Electronics Manufacturing & Production Handbook 2019


 

What you need to know about the Hermes standard
EMP 2019 Electronics Manufacturing & Production Handbook, Manufacturing / Production Technology, Hardware & Services

Hermes is the name of a recently created standard conceived to serve as a backbone for board-flow data management in smart electronics manufacturing facilities, by providing a vendor independent method of machine-to-machine communication for SMT (surface mount technology) assembly.

Taking advantage of modern TCP/IP communication and XML data format technologies, Hermes is effectively a replacement of the more than 20-year-old SMEMA (Surface Mount Equipment Manufacturers Association) standard (which carries the official designation IPC-SMEMA-9851), which is considered obsolete.

The Hermes standard was instigated by an independent group of equipment vendors and was officially launched at Productronica 2017 as an open standard under the auspices of the Hermes Standard Initiative. It has subsequently been recognised by IPC as the successor to SMEMA, and been assigned the official designation IPC-HERMES-9852. While it remains organisationally independent from the IPC body, close cooperation assure full compatibility, and both parties work together to guarantee a seamless fit, in particular with regards to the related IPC-CFX standard.
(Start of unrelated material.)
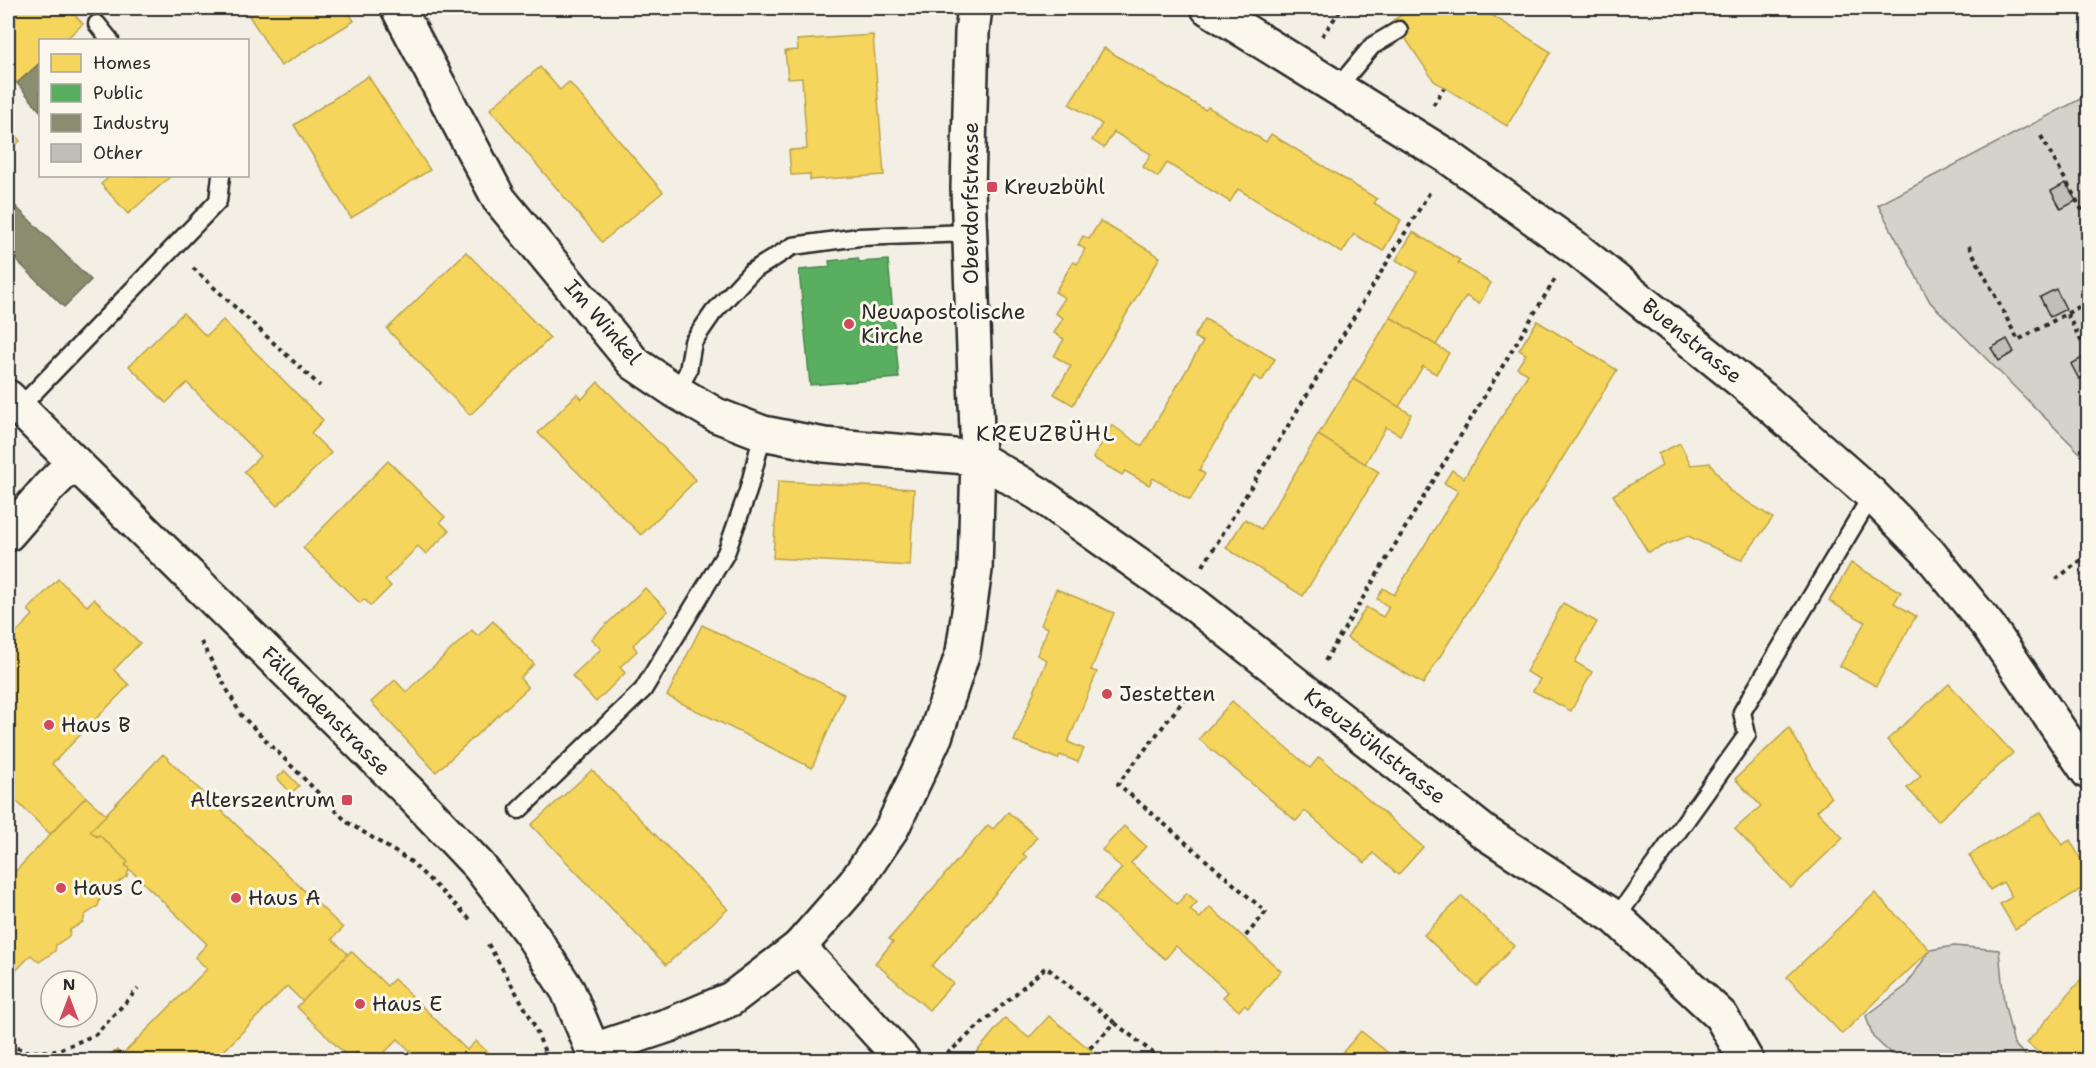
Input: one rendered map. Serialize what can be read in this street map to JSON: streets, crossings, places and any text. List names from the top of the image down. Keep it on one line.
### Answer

One standard to rule them all?

As with so many standardisation initiatives, there is no one standard to rule them all. Shortly after the Hermes standard was published, a group of mainly Japanese vendors, organised in a sub-committee of the Japanese Robot Association (JARA) decided not to join but to go for a similar yet separate approach that it calls JARAS 1014. While there has been some bickering between the two bodies, IPC’s support for Hermes positions it as the clear favourite to realise its goal of becoming the de facto global standard.

The Hermes Standard Initiative has been true to its claim of being truly open, and has a wealth of freely available information on its website, including the entire decision making process and all results, including the specification itself. It has also published an in-depth comparison between Hermes, JARAS 1014 and Fuji’s Easy Link solution.

All vendors of SMT equipment are free to join the Hermes Standard Initiative and to participate free of charge, and it counts roughly more than 50 companies amongst its membership, including most of the biggest names in the business from all across the globe.

Value proposition to manufacturers

Based on TCP/IP and XML, the Hermes standard uses modern communication technology and standardised data formats for machine-to-machine (M2M) communication. Its purpose is to transmit barcode information and board or job related data such as dimensions, board identifiers and product type identifiers together with the board along the machines of different vendors in an SMT line.

This means that a maximum of only one barcode scanner is required in the line. Besides this, the product itself becomes the driver of changes along the SMT line, so that manual adjustment of conveyor belt widths, for example, becomes unnecessary. Likewise, the information provided with a board can be used to automatically change the program according to the product type.

There are a number of clear benefits this offers to manufacturers of electronic assemblies. First of all, if all the machines on a production line are talking the same language, regardless of who made them, closed-loop handover is far more easily achievable.

Since it is protocol based rather than signal based, it is easier to adjust and expand for integrating further information. It also uses standard components in the form of Ethernet cables, plugs and interfaces that are inexpensive and readily available. If supported by the equipment, cables can even be done away with in favour of standard Wi-Fi.

New equipment can be used alongside existing SMEMA-only devices if required, but the full benefit will only unfold in lines where the majority of machines are compliant with IPC-HERMES-9852. According to the Hermes Standard Initiative, operational lines successfully making use of the standard have been running since June 2018, although no further details are provided.